Each location will be company operated and include an APlus convenience store. The locations are expected to be converted to the Sunoco and APlus brands by the end of 2011.
"These stores strengthen our brand position as both a fuels provider and convenience store operator (through APlus) in our home state of Pennsylvania. Our aspiration is to become the premier provider of transportation fuels in our markets," added McGinn.
"We continue to grow in areas where we enjoy great brand recognition and have strong logistics assets," said Bob Owens, Sunoco's senior vice president of marketing. "Our loyal customers in central Pennsylvania will now have even better access to their fuel provider and convenience store of choice."
Shipley said that it will narrow its focus to operate its Tom's travel centers and Arby's restaurants throughout Pennsylvania. "We continue to seek good sites from which to expand our Tom's brand and the Arby's foodservice operations throughout the state," said William Shipley III, CEO of Shipley Group.
"We're going to continue to run Tom's travel centers and continue to grow our diesel and truck business," Bret Hoffmaster, vice president of marketing for Shipley, told CSP Daily News. "It's a good fit for Sunoco because it wll enable them to strengthen their presence in the area."
For Shipley, initial growth plans with both the Arby's foodservice brand and Tom's travel centers is earmarked for Pennsylvania, but the idea is to grow their fleet and travel plaza businesses. "It's a strategic direction we decided to move in," Hoffmaster added. "We realized in order to be successful, we needed to narrow our focus. We have a good formula for the travel type of business."
When asked about operating in a state with several cutting-edge c-store chains, including Sheetz and Wawa, Hoffmaster said, "You're never going to escape competition. We're competitive as is Sunoco. This serves both organizations well."
Shipley Group is comprised of Shipley Energy, Yowza Spring Water and Tom's Convenience Stores and is celebrating more than 80 years of service throughout central Pennsylvania and Northern Maryland. Shipley Energy is the largest locally owned provider of home heating energy, including oil, natural gas and propane.
Meanwhile, Sunoco has reported a net loss of $125 million (a loss of $1.03 per share diluted) for second-quarter 2011 versus net income of $145 million ($1.20 per share diluted) for second-quarter 2010.
"The company's operations excluding special items were profitable on the strength of our logistics and retail segments. Sunoco Logistics Partners LP had its best quarter ever and our logistics segment contributed $54 million to Sunoco's earnings. Likewise, our retail segment also contributed strong earnings that approached a record for second quarter results. In Refining & Supply, our ability to take advantage of margin improvement was limited by low utilization that continued into April from the first quarter's operational events.

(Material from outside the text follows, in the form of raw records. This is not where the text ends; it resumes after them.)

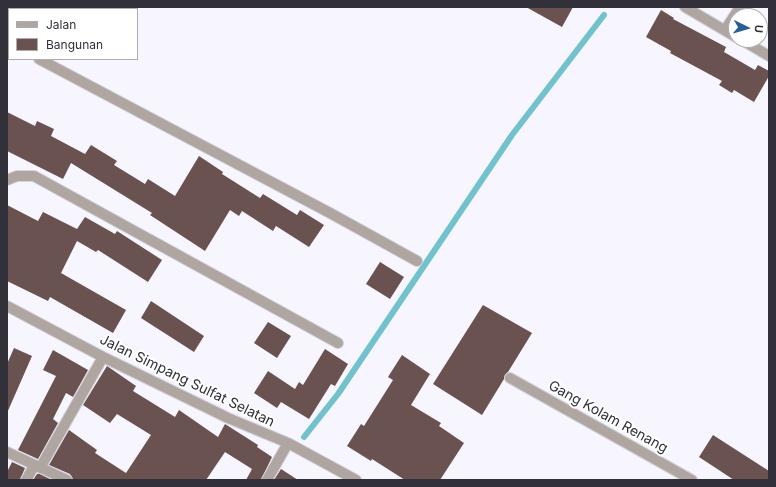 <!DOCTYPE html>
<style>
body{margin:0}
#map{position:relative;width:776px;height:487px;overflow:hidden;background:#f7f5fe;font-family:Inter,sans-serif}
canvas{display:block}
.frame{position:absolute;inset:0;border:8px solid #323039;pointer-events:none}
.legend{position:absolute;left:8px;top:8px;width:130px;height:52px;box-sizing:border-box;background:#fff;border:1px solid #adacb0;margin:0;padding:5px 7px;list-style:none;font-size:12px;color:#323039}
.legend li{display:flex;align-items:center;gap:8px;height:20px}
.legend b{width:20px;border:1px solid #adacb0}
.north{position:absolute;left:728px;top:8px;width:40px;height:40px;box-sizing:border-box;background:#fff;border:1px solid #adacb0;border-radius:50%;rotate:95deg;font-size:11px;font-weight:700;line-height:16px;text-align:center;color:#323039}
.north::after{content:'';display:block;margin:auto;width:14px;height:18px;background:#275e96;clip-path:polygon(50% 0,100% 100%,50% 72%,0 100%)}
</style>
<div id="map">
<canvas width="776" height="487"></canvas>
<div class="frame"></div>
<ul class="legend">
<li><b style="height:5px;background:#b0a6a1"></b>Jalan</li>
<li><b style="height:11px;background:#695250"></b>Bangunan</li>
</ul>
<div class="north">U</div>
</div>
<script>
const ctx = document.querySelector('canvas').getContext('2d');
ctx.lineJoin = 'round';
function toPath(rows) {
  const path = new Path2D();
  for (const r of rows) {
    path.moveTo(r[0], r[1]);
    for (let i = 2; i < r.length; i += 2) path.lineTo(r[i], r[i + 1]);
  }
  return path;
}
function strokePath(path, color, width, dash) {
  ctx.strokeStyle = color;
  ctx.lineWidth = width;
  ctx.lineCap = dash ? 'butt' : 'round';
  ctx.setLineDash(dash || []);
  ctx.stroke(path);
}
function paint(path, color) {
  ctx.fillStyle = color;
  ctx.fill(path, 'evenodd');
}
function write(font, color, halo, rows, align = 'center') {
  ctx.font = font + ' Inter,sans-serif';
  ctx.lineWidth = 4;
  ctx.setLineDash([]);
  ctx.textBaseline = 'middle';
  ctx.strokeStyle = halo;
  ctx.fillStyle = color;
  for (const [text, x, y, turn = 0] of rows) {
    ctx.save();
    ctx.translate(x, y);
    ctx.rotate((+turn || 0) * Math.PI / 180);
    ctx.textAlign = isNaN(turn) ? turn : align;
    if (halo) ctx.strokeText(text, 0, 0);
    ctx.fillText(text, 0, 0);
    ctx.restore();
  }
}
strokePath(toPath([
 [304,437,338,394,512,135,604,15]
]), '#71c2cd', 6);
paint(toPath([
 [526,7,573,7,562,27],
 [661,10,674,18,673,19,726,47,724,52,755,70,758,65,769,71,769,76,754,102,734,90,732,93,719,85,722,81,670,53,671,51,646,37],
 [7,112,35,126,37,121,54,129,51,136,85,154,91,145,117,161,114,165,145,184,148,179,175,196,199,156,223,172,222,174,260,198,263,194,297,215,300,210,324,225,309,247,276,226,273,231,242,211,239,216,230,210,205,251,150,215,152,213,71,163,63,179,7,151],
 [7,205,38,221,43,212,77,229,85,217,115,234,117,231,162,260,148,282,98,250,96,252,77,241,61,273,126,310,113,333,50,297,48,301,7,281],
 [380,262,404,277,390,299,366,284],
 [151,301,204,336,194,352,141,318],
 [483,305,532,333,508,372,505,375,504,379,482,415,433,384],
 [268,322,291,336,277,358,254,343],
 [14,348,32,356,7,413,7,364],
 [325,349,348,364,335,386,331,384,309,419,281,402,277,408,254,393,268,371,295,389,299,382,303,385],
 [53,350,88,370,73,397,66,393,53,419,58,423,38,459,18,450,56,376,43,370],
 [402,355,430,374,411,405,441,423,439,426,464,443,440,480,405,480,372,459,371,461,347,446,361,424,364,426,393,380,388,377],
 [107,366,136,386,133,391,175,417,179,410,218,437,225,424,258,445,257,447,272,457,261,480,246,480,252,469,225,452,206,480,73,480,70,474,49,465,69,430,97,450,95,453,126,473,151,435,117,414,110,423,83,405],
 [713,435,769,471,769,480,734,480,699,457],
 [12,462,25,468,20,480,7,480,7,472],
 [281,469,298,480,274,480],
 [37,474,40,474,52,480,33,480]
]), '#695250');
const minor = toPath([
 [685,7,736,37],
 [725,30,740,7],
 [742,40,769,56],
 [7,42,9,43],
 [39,59,330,213,417,261],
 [7,180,17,176,34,176,338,343],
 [7,306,103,357,228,418,288,443,356,480],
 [510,378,692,480],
 [7,452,67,480],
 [40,468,103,357],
 [26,480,34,466],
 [267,480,288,443]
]);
strokePath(minor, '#d4d2db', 12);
strokePath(minor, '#b0a6a1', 10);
write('14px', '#323039', '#fff', [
 ["Jalan Simpang Sulfat Selatan",187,381,26],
 ["Gang Kolam Renang",608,417,29]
]);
</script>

With the reliability issues addressed, Refining & Supply was profitable in May and June," said Elsenhans, "We continue to adjust our portfolio of assets to deliver value to shareholders."
Retail Marketing earned $69 million pretax in the current quarter versus $73 million in second quarter 2010. The decrease in earnings was primarily due to higher expenses, largely the result of higher credit-card fees at company-operated locations as a result of increased retail prices and the absence of a favorable litigation settlement in 2010. The higher expenses were partially offset by higher average retail gasoline and distillate margins.
Sunoco is a leading transportation fuel provider with operations located primarily in the East Coast and Midwest. The company sells transportation fuels through more than 4,900 branded retail locations in 24 states. APlus c-stores are operated by the company or independent dealers in more than 600 retail locations. The retail network in the Northeast is principally supplied by Sunoco-owned refineries with a combined crude oil processing capacity of 505,000 barrels per day. Sunoco is also the General Partner and has a 34% interest in Sunoco Logistics Partners, a publicly traded master limited partnership which owns and operates 7,900 miles of refined product and crude oil pipelines and approximately 40 active product terminals.